But our motivational journey begins in the USA, in the year 2000. In May of that year, a multi-state lottery in the USA, shared across seven US states, had rolled over week after week for as long as anyone could remember, so that the jackpot prize that was available to be won by the purchase of a $1 lottery ticket had reached the dizzying sum of 340 million US dollars. Many of you will know, if you’ve read some of my books, that I’m very influenced by Zen Buddhism, but even Zen Buddhist monks have been known to go weak at the knees at the thought of $340 million! So I’ll just say that number one more time, because it gives one such a wonderful warm feeling inside - $340 million dollars!
This was statistically speaking the largest sum it was possible ever in the history of lotteries to win with the purchase of a lottery ticket. A few years earlier, some Ohio machinists, seven of them, had shared a jackpot prize of 170 million US dollars, but obviously that’s shared out amongst seven people so it’s a smaller sum. In Spain a few years ago, there was a famous lottery called – you’ll have to forgive my Spanish pronunciation – Il Georgino, (I think it’s Spanish for “the monster”). That had actually reached the sum of a billion, the equivalent of US dollars, but that had been shared out amongst a thousand winners.
So by May 2000, this multi-state lottery in the US called the Big Game, had reached a historic figure – 340 million US dollars. The draw for the lottery was due to occur on the evening of May the 9 th. On the evening of May the 8 th, an ordinary lower middle class Detroit couple, Steven and Peg Roberts, are watching the TV that evening while they’re having supper, and the big news on the TV news that evening in Detroit is the fact that there are queues round the block as people rush to buy a lottery ticket before the evening of May the 9 th when the draw occurs. Of course we’re getting into a vicious spiral here - because people are attracted by this big prize, they rush out and buy a ticket when they wouldn’t have done normally, and because they’re rushing out and buying a ticket, the jackpot prize gets even bigger, so you get into a positive spiral.
The thing you’ve got to know about Steven and Peg Roberts is they never, ever play the lottery.

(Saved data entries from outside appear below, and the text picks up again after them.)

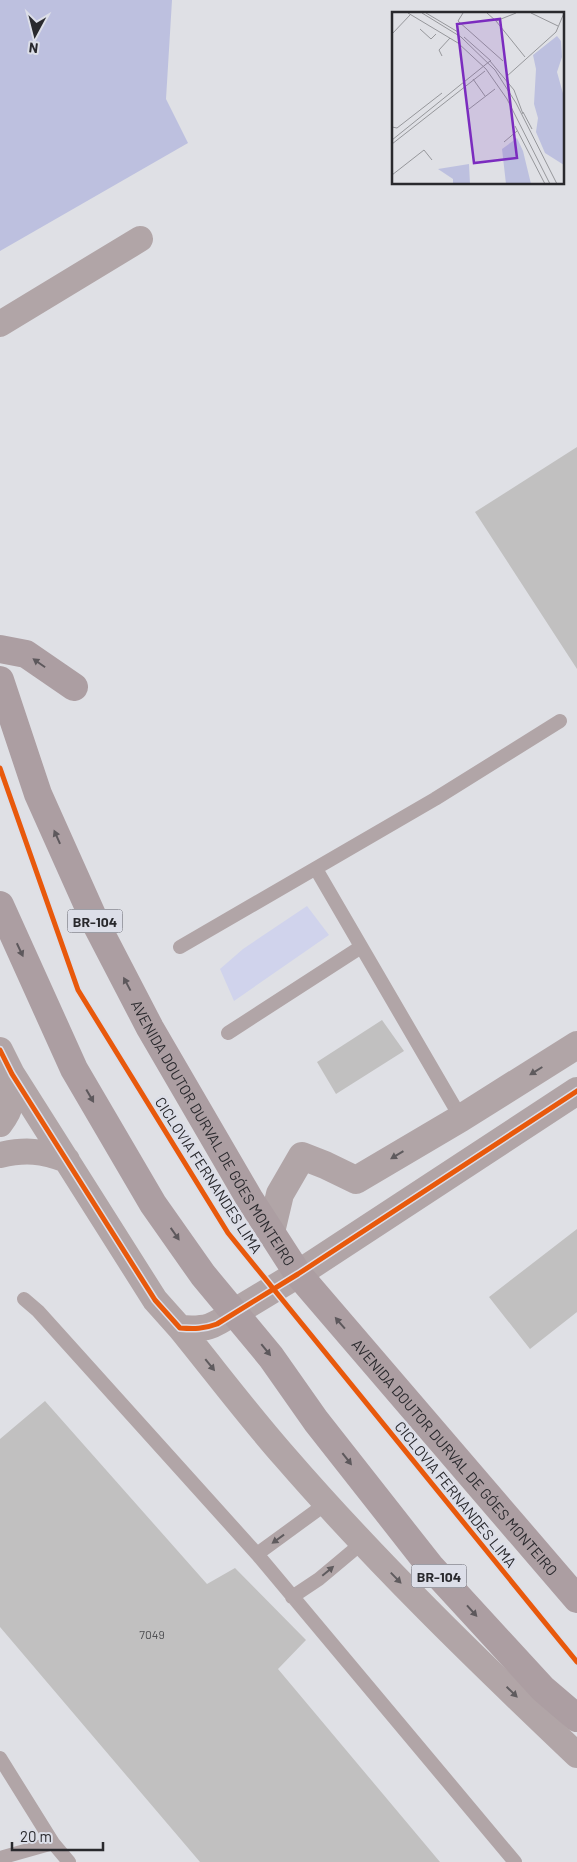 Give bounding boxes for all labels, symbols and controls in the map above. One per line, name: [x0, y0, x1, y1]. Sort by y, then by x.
north arrow: [10, 10, 60, 60]
inset map: [392, 12, 564, 185]
text: N: [28, 39, 39, 57]
one-way arrow: [32, 658, 46, 668]
one-way arrow: [52, 830, 60, 844]
road number: BR-104: [68, 909, 122, 932]
one-way arrow: [15, 942, 24, 957]
one-way arrow: [123, 977, 131, 991]
street label: AVENIDA DOUTOR DURVAL DE GÓES MONTEIRO: [128, 997, 299, 1269]
one-way arrow: [529, 1066, 542, 1076]
one-way arrow: [85, 1089, 94, 1102]
street label: CICLOVIA FERNANDES LIMA: [152, 1093, 266, 1257]
one-way arrow: [390, 1151, 403, 1160]
one-way arrow: [170, 1228, 180, 1241]
one-way arrow: [335, 1317, 346, 1329]
street label: AVENIDA DOUTOR DURVAL DE GÓES MONTEIRO: [349, 1335, 562, 1579]
one-way arrow: [260, 1343, 271, 1356]
one-way arrow: [205, 1359, 216, 1372]
street label: CICLOVIA FERNANDES LIMA: [391, 1417, 521, 1571]
one-way arrow: [341, 1452, 352, 1465]
one-way arrow: [271, 1534, 285, 1544]
road number: BR-104: [412, 1564, 466, 1588]
one-way arrow: [322, 1566, 335, 1577]
one-way arrow: [390, 1571, 402, 1583]
one-way arrow: [466, 1605, 478, 1617]
house number: 7049: [139, 1627, 165, 1641]
one-way arrow: [505, 1686, 517, 1698]
scale bar: [12, 1820, 104, 1852]
text: 20 m: [20, 1827, 52, 1845]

They know something of statistics, and they believe it’s irrational to play the lottery given statistically how unlikely you are to win it. In fact, Peg has a favourite saying, which is that there’s no point playing the lottery because you’ve got a bigger chance of striking oil in your back yard than winning the lottery. Not only do they never play the lottery, they are actually very strongly antagonistic towards the irrational behaviour that drives people to purchase lottery tickets, so they make fun of any of their friends who buy a lottery ticket, and they are rather scathing of anyone they discover who buys a lottery ticket. In telling you that story about Steven and Peg Roberts and the fact they never play the lottery, I think you can take a wild guess as to where this story is going!

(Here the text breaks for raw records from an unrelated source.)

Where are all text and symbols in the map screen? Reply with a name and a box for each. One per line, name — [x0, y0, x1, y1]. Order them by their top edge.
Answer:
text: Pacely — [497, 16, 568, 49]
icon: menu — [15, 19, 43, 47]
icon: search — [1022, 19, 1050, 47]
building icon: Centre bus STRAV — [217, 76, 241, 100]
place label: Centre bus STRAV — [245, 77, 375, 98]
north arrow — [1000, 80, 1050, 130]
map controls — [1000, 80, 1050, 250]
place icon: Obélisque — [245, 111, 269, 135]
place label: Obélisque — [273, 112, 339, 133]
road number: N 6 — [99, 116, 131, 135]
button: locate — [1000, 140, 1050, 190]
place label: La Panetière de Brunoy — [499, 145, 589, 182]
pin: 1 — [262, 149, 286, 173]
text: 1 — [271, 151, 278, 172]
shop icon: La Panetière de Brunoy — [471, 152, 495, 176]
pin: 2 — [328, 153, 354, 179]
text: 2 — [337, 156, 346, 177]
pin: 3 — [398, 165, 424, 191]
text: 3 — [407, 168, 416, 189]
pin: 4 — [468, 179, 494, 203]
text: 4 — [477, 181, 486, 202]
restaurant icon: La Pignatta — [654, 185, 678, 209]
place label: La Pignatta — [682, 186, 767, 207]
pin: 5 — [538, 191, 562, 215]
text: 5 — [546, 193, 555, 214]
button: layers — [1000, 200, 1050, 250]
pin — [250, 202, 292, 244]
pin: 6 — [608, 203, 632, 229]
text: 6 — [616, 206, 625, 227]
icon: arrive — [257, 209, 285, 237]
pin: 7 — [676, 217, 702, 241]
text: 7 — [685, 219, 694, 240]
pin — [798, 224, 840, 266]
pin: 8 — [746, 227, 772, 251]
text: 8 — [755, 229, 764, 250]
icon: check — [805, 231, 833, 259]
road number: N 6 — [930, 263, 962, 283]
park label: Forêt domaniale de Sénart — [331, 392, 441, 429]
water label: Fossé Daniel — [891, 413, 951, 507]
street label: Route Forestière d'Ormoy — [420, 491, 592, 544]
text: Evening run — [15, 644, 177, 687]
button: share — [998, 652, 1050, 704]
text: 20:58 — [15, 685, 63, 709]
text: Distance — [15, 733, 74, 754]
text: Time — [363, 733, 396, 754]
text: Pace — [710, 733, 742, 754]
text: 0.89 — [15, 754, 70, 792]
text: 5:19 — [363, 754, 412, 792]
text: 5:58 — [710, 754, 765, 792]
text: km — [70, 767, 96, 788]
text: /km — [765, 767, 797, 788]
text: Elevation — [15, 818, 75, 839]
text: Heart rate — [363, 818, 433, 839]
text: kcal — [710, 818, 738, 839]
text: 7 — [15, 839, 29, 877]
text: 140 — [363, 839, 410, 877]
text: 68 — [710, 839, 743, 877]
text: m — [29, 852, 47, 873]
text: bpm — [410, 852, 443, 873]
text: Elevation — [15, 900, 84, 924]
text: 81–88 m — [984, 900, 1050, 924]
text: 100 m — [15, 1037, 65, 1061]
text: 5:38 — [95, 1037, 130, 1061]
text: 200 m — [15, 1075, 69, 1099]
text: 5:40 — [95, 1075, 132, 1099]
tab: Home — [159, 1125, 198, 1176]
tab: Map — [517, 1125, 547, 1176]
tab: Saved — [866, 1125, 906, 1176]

So they’re watching the TV news on the evening of May the 8 th, the draw is going to occur on May the 9 th, and they’re seeing the queues round the block for purchase of lottery tickets, and all of a sudden, Peg turns to Steven and says, “You know, Steven, $340 million is a lot of money, and I was wondering, if you get a chance tomorrow, why don’t you buy a lottery ticket?” Steven was absolutely amazed at Peg’s sudden about turn in terms of her view of lotteries, but like any spouse trying to maintain a good marriage, he realised that the art of a great marriage is always to fight the initial emotional reaction you feel to something your partner says, no matter how incredulous or revolted you might feel! So struggling to maintain a Zen-like exterior, he agreed that he would try and buy a lottery ticket if he had the chance, but he sees on the TV screen that there really are people queuing round the block, and he’s a bit worried because he knows he’s got a very busy day the next day. He works as a swimming pool refurbishment engineer, and he’s got a very busy day full of appointments, and he thinks it’s very unlikely he’s going to have the time to buy a lottery ticket, given the queues round the block, but he also knows that the art of a successful marriage is always, always to obey your wife. So he agrees to try and buy a ticket.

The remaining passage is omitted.